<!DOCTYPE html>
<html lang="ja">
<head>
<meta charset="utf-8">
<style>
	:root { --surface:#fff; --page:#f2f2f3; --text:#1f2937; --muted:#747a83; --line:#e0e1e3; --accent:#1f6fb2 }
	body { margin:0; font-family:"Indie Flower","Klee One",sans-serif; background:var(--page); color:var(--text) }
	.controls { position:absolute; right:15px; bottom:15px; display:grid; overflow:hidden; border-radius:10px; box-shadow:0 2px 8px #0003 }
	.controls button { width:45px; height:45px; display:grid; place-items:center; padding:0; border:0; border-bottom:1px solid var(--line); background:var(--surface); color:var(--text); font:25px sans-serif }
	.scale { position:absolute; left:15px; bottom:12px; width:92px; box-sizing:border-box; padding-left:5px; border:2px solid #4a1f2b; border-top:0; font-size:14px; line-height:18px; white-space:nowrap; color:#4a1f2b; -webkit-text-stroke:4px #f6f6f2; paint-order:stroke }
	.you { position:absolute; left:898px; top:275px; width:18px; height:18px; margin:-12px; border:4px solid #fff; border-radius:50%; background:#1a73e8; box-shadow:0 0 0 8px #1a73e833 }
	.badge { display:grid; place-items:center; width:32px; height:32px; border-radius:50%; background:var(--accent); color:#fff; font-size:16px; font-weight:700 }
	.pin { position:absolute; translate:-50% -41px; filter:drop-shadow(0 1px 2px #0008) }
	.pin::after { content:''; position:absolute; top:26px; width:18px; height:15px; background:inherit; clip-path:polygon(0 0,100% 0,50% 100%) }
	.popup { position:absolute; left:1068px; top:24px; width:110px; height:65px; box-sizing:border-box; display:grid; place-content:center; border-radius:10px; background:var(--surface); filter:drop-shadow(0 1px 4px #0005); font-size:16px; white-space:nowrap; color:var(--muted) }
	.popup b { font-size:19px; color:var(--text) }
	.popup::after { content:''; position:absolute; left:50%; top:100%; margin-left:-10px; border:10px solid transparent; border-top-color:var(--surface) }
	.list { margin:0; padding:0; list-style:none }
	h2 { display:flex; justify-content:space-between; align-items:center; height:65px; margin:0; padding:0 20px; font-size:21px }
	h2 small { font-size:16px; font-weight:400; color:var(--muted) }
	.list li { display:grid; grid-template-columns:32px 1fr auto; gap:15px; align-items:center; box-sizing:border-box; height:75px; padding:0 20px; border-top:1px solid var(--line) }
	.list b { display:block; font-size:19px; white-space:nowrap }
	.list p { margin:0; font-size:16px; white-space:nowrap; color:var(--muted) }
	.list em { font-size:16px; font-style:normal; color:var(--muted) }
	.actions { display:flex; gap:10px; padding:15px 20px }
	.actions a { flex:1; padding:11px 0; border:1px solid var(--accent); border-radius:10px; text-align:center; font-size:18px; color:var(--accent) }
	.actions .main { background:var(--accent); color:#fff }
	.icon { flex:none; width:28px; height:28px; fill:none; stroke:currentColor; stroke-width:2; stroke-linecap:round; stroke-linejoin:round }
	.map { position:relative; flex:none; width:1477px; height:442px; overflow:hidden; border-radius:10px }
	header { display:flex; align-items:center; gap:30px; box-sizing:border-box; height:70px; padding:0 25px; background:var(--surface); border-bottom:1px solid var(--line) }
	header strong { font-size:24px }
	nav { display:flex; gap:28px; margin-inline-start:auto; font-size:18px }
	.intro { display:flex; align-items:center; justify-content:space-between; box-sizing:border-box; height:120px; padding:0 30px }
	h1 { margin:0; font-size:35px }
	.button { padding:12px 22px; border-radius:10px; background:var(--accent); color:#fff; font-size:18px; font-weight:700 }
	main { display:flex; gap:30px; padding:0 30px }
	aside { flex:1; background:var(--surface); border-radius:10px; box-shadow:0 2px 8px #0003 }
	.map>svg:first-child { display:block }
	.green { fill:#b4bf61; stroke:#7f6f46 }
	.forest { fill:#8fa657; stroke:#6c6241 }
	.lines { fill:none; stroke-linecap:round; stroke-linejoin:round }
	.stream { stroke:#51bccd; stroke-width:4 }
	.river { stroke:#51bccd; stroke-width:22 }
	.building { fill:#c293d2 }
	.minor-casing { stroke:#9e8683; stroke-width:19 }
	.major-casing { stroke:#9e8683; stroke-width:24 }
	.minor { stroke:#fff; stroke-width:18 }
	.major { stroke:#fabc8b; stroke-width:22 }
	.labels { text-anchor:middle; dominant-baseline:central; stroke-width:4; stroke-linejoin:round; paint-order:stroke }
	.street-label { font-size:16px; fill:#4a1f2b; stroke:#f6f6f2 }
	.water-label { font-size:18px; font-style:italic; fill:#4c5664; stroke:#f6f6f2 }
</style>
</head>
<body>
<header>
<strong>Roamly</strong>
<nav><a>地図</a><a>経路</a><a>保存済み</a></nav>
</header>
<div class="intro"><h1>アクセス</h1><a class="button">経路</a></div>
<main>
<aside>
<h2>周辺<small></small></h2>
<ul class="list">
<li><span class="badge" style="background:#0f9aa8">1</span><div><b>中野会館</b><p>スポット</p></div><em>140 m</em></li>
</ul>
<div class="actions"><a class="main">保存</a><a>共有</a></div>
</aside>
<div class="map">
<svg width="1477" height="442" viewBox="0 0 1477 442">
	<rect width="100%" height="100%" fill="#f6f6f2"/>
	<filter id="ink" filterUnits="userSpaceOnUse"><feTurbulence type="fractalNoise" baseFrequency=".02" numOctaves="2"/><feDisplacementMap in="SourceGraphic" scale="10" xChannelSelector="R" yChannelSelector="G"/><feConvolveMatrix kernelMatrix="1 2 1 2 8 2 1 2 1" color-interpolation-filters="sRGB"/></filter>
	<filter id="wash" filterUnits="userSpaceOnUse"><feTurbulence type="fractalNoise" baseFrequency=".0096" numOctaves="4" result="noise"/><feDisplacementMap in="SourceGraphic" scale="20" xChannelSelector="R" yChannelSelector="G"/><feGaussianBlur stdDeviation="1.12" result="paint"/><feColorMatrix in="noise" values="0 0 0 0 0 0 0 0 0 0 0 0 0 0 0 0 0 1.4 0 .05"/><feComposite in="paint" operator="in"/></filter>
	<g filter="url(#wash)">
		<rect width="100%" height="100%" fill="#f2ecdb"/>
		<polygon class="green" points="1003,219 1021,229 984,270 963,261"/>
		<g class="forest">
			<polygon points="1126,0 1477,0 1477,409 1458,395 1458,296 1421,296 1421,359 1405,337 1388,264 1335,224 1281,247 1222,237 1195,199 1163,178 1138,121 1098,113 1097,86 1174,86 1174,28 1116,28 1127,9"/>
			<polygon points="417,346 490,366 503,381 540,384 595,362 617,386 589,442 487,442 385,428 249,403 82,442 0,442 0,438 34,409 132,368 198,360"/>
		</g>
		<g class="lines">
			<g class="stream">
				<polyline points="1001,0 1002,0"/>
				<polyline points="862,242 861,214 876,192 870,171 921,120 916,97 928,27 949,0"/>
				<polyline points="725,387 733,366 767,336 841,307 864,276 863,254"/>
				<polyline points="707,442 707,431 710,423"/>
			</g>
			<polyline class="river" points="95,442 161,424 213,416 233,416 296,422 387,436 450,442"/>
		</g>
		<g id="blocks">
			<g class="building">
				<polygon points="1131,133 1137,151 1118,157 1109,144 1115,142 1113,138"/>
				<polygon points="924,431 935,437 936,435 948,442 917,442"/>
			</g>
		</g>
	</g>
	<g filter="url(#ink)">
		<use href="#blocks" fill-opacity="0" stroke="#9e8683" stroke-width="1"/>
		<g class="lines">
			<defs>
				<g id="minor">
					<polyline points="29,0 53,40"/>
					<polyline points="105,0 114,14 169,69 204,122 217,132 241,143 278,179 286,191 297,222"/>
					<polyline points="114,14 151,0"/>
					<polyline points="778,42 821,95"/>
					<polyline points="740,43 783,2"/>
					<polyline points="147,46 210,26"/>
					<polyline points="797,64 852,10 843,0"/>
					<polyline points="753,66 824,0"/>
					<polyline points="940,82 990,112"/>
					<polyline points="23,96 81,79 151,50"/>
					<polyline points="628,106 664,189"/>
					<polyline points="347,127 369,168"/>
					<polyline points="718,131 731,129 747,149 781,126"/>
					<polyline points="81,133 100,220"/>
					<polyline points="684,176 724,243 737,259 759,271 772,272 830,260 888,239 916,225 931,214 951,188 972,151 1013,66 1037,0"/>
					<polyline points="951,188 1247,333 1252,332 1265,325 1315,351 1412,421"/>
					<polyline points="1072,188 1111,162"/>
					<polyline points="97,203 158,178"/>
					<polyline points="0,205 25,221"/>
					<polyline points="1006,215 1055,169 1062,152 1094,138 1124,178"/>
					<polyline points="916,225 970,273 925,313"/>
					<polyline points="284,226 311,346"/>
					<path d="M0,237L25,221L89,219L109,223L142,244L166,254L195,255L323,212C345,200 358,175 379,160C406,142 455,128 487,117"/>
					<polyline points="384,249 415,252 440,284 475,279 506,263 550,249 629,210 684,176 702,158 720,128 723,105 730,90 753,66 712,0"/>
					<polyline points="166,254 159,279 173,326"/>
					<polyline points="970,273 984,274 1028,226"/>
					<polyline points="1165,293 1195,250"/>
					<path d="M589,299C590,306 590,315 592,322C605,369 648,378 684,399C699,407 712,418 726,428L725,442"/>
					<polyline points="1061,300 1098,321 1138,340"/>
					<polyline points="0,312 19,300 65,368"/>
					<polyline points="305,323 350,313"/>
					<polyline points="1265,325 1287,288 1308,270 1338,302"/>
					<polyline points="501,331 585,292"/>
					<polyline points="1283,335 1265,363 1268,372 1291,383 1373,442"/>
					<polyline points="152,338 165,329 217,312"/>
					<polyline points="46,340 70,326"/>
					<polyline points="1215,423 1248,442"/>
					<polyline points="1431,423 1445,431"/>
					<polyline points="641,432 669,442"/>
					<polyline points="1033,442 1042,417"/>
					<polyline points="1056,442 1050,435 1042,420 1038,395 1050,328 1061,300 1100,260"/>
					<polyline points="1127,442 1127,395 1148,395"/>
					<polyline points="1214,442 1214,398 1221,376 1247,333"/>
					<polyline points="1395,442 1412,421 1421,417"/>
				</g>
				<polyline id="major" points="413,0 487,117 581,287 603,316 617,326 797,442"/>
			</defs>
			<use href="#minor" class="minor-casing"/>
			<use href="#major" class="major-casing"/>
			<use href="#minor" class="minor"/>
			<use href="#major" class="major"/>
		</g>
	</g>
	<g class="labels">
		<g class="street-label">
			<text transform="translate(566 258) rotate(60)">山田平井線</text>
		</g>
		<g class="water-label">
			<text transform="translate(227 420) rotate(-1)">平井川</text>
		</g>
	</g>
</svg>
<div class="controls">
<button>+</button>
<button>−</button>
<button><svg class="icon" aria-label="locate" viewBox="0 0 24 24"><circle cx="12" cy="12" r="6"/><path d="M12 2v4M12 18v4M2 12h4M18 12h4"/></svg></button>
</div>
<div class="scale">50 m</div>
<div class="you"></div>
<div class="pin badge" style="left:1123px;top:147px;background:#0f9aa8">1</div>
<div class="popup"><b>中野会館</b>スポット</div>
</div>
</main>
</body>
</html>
══════════════════════════════
▸ Task objective
Within the listing above, find every line containing the string "body" and return it.

▸ Exercise answer
	body { margin:0; font-family:"Indie Flower","Klee One",sans-serif; background:var(--page); color:var(--text) }
<body>
</body>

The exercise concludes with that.